Bénin : A l’épreuve de l’hypocrisie portuaire

A quoi jouent les acteurs portuaires en cette saison des réformes ? La question tient ses racines dans le sous-sol énigmatique de l’exhibition mal inspirée dans un secteur où la mafia n’a pas de répit et affiche sa susceptibilité. Le conservatisme ruineux et les pratiques peu catholiques sont menacés de disparition par l’usage aseptique de ces réformes annoncées ou déjà entreprises dans un milieu trop infecté. Sous l’illusion nostalgique, se produisent les initiatives anti-réformes.

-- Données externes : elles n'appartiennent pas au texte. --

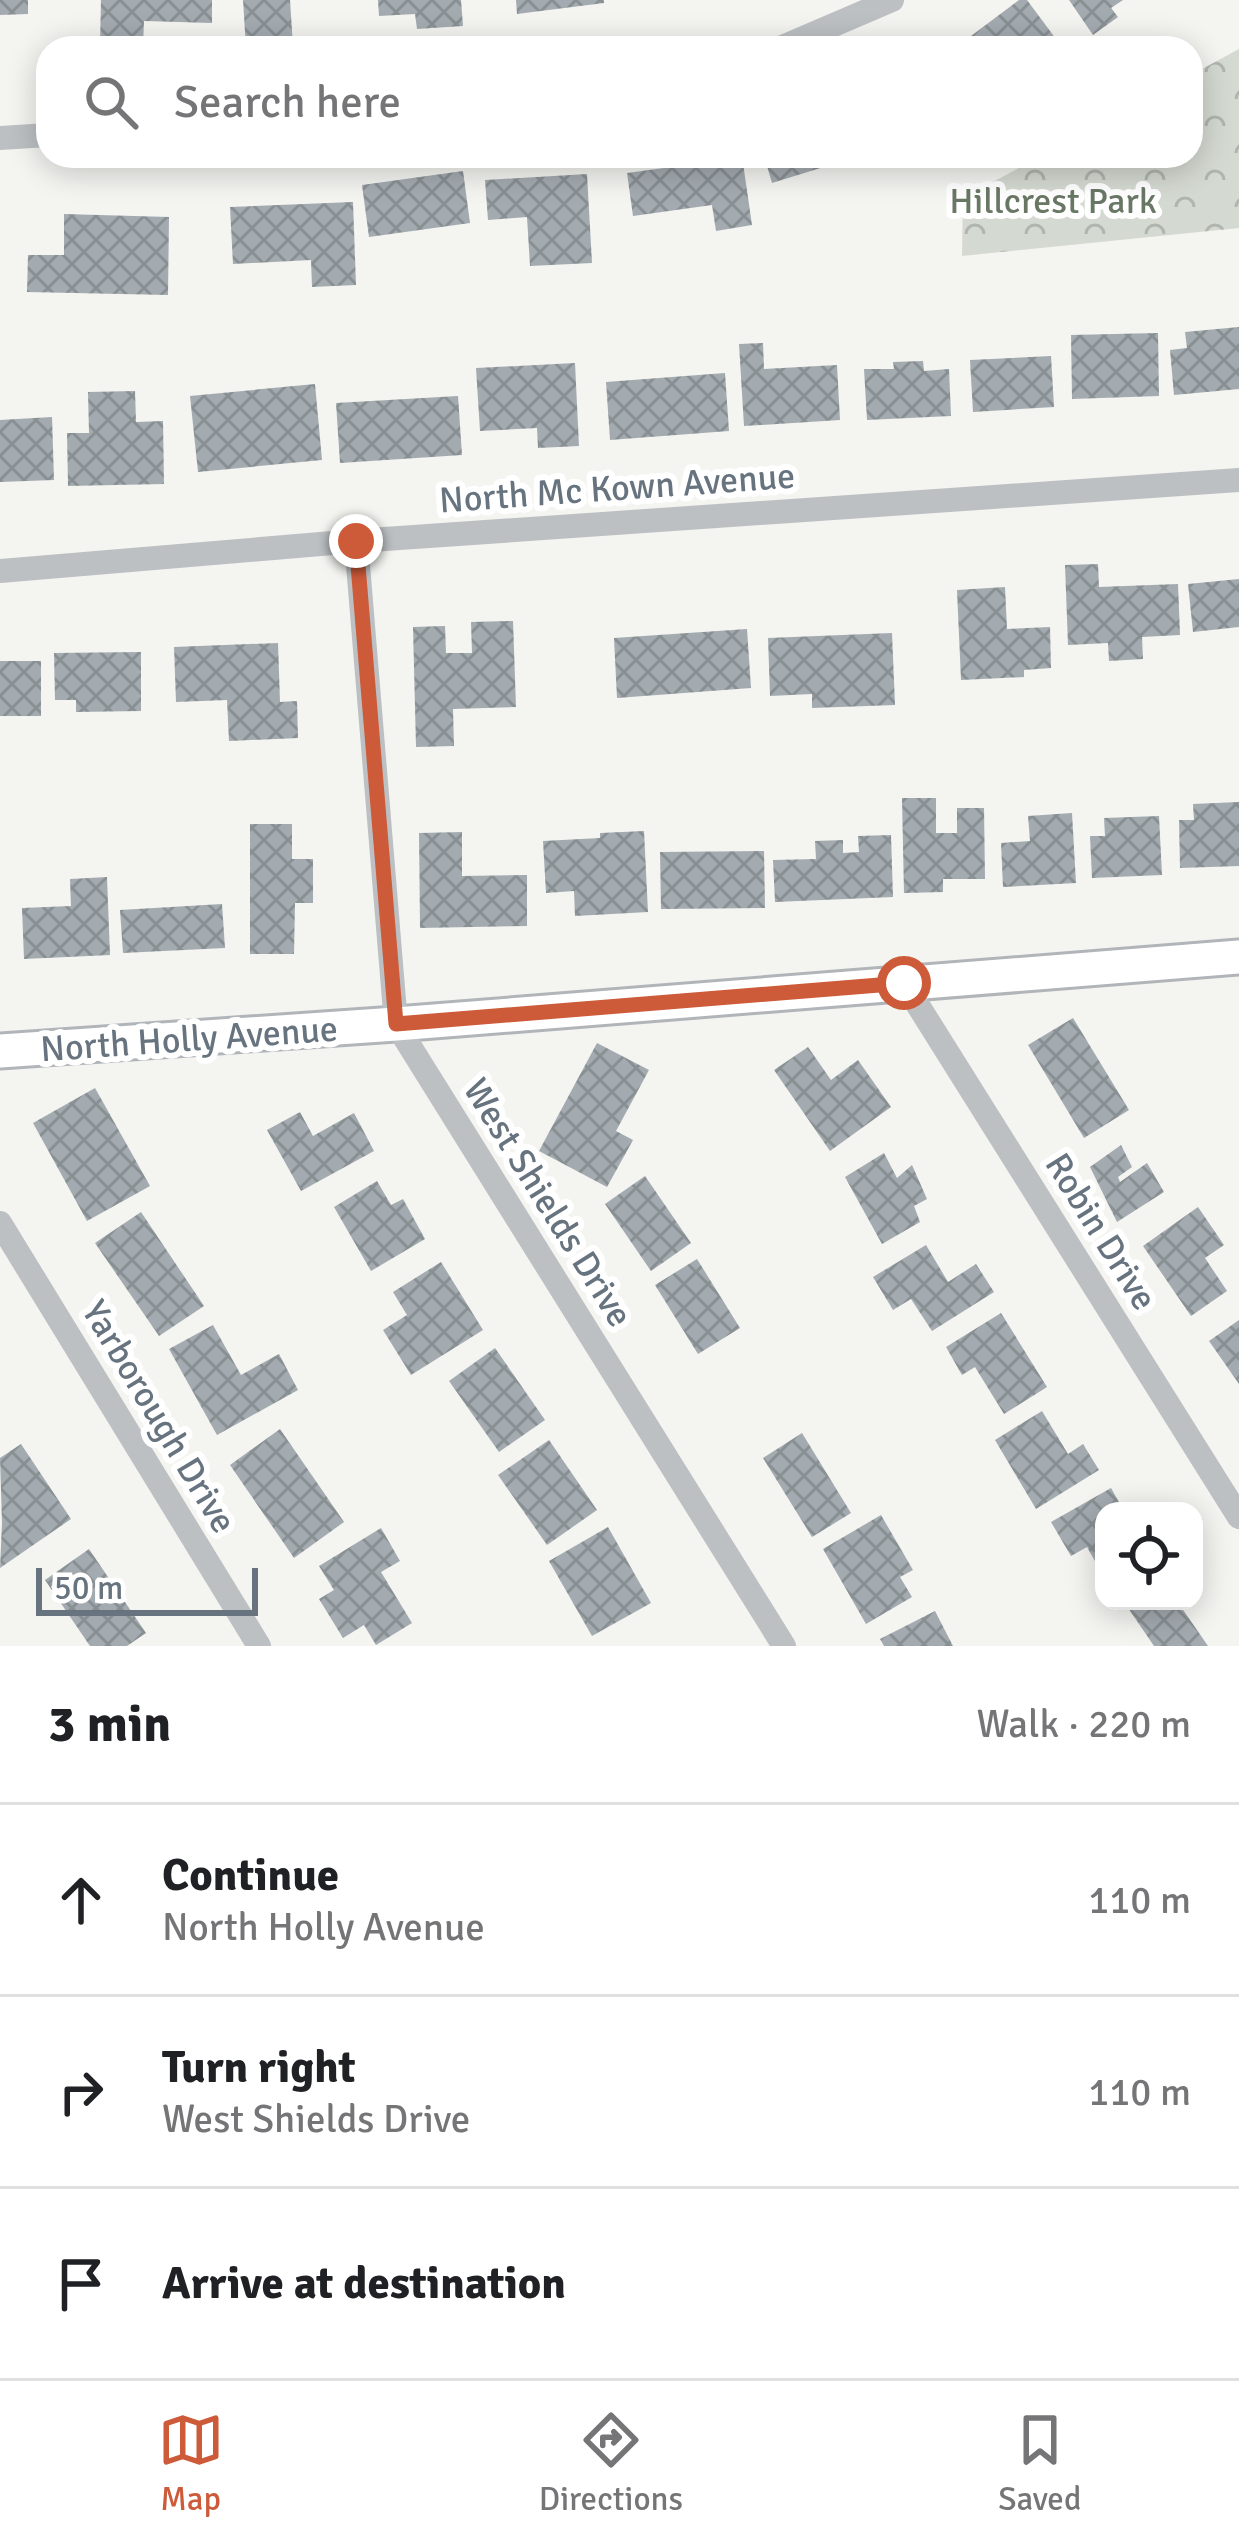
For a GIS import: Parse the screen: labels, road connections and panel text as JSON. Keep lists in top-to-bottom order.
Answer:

Il y a comme un paradoxe qui ne cesse de rythmer l’ambiance au Port de Cotonou. Et ce paradoxe prend de dimension avec ce dénominateur commun dont se prévalent les intentions des acteurs. On peut constater avec contrariété qu’il n’y a pas un cartel anti-réformes déclaré, alors que sur le terrain le piétinement est visible. La contradiction est majeure et saute à l’œil : pas une proclamation contre les réformes, mais un blocage qui provoque l’enthousiasme. Même si, on n’en est pas dupe, l’adhésion aux réformes se fait du bout des lèvres, une vérité grossit et cherche le témoignage de l’évidence : personne au port n’a encore le courage d’enfiler le costume anti réformiste. Qu’est-ce qui empêche donc l’essor des réformes ? Apparemment, rien ne devrait débrayer le mouvement, sauf le lot atypique de gens qui s’illustrent dans la quête d’une chose et de son contraire. Etre à la fois debout et assis, vivre du chaud et du froid, être tortue et lièvre. En vérité, dans le monde portuaire si complexe et si mafieux , l’adhésion aux réformes se fait dans un flou où s’entretiennent les plus grandes hypocrisies car, chacun accepte les réformes pour autant qu’elles ne rognent pas sa notoriété et ne créent de chamboulement dans son domaine de prédilection. Dans ce labyrinthe portuaire, la règle semble établie :" Les réformes sont mauvaises ou bonnes selon qu’elles touchent ou ne touchent pas aux intérêts ". Dans les souterrains immoraux, on multiplie les foulées vicieuses pour combattre ces réformes malgré la foi professée d’un soutien sans faille.
Le refrain réformateur ressassé par les gestionnaires de parcs n’a pas empêché la levée de boucliers et les agitations anti guichet unique. Le discours enflammé contre le guichet unique livré passionnément tranche avec cette volonté mutilée de s’embarquer dans le positif. L’allergie au guichet unique, outil de modernisation, relève de l’incompréhensible. De quoi ont-ils peur, ces patrons de parcs, pourtant joyeux à l’idée des réformes et affreusement crispés à l’heure de l’action réformatrice ? On s’offre le chant du désespoir et de la panique, comme si ce guichet est une machine qui transforme l’argent en sable. La phobie peut pousser aux hallucinations les plus dingues, mais l’expérience indique la voie de la sagesse. Le guichet unique n’a pas la magie de priver les gestionnaires de parcs de leurs recettes. Il y a pire que l’élan bancal étalé par la race inconsolable de plaintifs. L’argument évoqué provoque l’hilarité et s’effrite comme un château de cartes. Si le statut de privé offre la dispense au guichet unique, tel que claironné inlassablement, je crains que de gros morceaux comme Maersk Line et Bolloré se mettent dans la danse au ballet de l’anti guichet unique aux pas de la brutale bouderie. Les gestionnaires, sonnés par l’innovation qui va sécuriser les recettes de l’Etat, doivent plutôt réinventer autres arguments moins fragiles et plus modernes pour s’éloigner des vestiges du moyen-âge. Sous l’érosion de la raison dans le réquisitoire anti guichet unique, on perçoit de loin l’arbre qui cache la forêt.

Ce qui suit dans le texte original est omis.